New issue
Have a question about this project? Sign up for a free GitHub account to open an issue and contact its maintainers and the community.
By clicking “Sign up for GitHub”, you agree to our terms of service and privacy statement. We鈥檒l occasionally send you account related emails.
Already on GitHub? Sign in to your account
RFC: multi-part torch.load
/torch.save
to support huge models and/or low CPU memory
#64327
Comments
Just for those interested (haven't read too much into the proposal yet): but the offending code is likely here: https://github.com/pytorch/pytorch/blob/master/torch/csrc/jit/python/init.cpp#L1109-L1129 where we load all saved Tensors in as CPU tensors, then move them to their proper device later on: pytorch/torch/serialization.py Lines 841 to 846 in 0457a85
|
One of the bits jumping to my mind from reading the the above is "why can we not use the zip file", because the file format seems to allow extracting parts / updating the archive selectively. It would be neat to have a brief mention of why this doesn't work as well or that whether could be an alternative to be investigated. |
That would be great! If I remember correctly from investigating the current format, that pickle zip file usually contains separate files for large tensors, but combines small tensors into a single file. But perhaps there is an API to untangle that and not work in the piecemeal fashion!

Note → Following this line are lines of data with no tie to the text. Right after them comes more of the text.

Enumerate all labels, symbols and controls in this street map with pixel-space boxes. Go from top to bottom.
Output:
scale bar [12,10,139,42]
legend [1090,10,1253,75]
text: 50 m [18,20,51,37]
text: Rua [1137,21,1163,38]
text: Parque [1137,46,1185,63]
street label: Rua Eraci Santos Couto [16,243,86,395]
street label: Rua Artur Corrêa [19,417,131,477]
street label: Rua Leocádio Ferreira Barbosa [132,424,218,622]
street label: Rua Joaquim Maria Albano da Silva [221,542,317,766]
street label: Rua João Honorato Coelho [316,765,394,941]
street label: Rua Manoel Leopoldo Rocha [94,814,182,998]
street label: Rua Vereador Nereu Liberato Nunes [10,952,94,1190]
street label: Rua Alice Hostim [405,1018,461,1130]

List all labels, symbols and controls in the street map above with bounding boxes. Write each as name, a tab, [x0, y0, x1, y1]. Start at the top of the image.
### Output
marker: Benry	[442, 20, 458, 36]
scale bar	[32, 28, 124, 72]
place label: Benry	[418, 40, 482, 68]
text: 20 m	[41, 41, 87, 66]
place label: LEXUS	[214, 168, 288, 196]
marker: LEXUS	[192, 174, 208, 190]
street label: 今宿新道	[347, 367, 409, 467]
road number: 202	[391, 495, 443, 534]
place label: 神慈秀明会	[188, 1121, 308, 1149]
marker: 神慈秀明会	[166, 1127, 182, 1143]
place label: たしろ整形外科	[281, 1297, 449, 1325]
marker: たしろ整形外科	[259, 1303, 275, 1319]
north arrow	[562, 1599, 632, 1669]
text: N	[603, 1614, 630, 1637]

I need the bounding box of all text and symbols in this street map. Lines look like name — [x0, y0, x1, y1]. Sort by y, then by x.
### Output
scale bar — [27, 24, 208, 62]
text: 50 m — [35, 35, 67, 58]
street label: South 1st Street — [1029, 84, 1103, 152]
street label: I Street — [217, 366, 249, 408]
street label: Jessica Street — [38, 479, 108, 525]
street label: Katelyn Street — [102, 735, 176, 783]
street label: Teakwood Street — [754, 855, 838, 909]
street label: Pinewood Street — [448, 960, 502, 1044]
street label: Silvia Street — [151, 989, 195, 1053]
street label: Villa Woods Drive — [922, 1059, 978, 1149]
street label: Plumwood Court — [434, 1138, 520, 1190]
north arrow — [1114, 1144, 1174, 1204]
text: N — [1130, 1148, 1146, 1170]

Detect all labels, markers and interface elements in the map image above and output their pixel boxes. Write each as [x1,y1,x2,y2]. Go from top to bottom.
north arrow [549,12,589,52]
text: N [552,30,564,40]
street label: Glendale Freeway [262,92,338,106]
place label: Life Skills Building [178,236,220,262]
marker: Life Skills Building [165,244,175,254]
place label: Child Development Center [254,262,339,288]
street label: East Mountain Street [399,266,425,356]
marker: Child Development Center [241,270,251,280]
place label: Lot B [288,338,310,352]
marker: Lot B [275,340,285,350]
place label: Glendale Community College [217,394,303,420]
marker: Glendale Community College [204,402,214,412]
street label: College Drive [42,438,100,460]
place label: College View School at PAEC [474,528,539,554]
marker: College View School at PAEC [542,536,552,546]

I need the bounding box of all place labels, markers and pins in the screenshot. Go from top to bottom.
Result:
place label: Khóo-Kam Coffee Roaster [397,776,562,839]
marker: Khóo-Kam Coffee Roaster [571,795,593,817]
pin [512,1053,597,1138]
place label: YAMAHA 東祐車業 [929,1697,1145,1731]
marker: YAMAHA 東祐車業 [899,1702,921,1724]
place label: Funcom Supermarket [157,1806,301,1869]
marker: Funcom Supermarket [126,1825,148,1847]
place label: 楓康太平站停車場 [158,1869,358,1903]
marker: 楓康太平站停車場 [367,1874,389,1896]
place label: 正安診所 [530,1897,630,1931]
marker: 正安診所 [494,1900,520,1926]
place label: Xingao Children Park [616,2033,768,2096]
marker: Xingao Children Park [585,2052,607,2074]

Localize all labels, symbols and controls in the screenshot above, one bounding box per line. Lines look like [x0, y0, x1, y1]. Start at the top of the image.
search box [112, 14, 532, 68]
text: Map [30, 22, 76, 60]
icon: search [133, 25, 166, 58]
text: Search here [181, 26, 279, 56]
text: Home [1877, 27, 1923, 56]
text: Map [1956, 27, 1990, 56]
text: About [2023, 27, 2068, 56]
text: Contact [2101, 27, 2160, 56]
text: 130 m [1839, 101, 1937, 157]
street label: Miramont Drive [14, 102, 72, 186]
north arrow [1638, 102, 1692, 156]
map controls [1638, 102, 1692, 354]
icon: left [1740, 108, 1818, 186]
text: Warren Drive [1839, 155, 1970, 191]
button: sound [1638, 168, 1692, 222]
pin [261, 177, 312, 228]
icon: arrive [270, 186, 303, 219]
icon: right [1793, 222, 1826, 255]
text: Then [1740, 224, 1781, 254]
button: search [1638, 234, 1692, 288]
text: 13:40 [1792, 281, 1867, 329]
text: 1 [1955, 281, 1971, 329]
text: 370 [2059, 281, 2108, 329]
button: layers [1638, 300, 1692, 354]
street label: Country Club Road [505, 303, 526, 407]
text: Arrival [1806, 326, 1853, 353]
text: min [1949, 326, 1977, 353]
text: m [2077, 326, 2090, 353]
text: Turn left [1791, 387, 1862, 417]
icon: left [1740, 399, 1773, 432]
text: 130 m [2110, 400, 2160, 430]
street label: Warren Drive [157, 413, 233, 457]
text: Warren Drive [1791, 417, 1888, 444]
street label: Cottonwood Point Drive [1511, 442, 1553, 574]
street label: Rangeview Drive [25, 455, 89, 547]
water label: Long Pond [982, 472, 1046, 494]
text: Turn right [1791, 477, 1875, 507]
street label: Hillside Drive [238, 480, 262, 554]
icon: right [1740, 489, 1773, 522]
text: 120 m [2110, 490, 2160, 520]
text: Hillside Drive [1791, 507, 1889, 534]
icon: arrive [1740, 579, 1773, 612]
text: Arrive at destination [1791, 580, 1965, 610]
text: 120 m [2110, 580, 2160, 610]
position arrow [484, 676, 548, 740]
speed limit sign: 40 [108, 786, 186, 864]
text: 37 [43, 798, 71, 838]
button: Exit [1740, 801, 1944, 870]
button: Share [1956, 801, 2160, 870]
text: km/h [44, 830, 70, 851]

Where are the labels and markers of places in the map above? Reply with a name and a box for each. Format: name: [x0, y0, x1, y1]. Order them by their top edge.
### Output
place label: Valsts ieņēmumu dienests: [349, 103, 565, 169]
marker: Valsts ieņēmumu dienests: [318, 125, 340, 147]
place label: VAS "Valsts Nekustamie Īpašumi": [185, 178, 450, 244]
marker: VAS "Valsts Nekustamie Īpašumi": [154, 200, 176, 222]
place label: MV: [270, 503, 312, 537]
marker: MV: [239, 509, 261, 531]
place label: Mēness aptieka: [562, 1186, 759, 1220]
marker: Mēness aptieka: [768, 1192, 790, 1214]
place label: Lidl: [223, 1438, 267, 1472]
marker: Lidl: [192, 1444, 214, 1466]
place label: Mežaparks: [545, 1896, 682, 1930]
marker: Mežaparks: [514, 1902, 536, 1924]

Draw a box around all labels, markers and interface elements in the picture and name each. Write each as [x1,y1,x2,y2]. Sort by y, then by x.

Following my proposal we could save the values in a non-python specific way, so that C++ which obviously has an API to read dbm files can read these too. After all, we have the data storage and the metadata about the tensor itself. |
Flagging a related issue: #63720 I haven't dug to deep into this code in a while but I don't think we need to change the format we use at all since we can determine from the zip format where/how long tensors are. We also already have a method to read
Do you have any pointers for where this is happening? |
It's very possible that my memory is faulty, or perhaps I happened to run into some custom checkpoint formats. But I just did an experiment with bare pytorch-1.9.0 creating a model with tiny 1 element tensors, and Therefore I stand corrected and it appears that each tensor has its own file.
Indeed! Both load and save need an option to do one tensor at a time.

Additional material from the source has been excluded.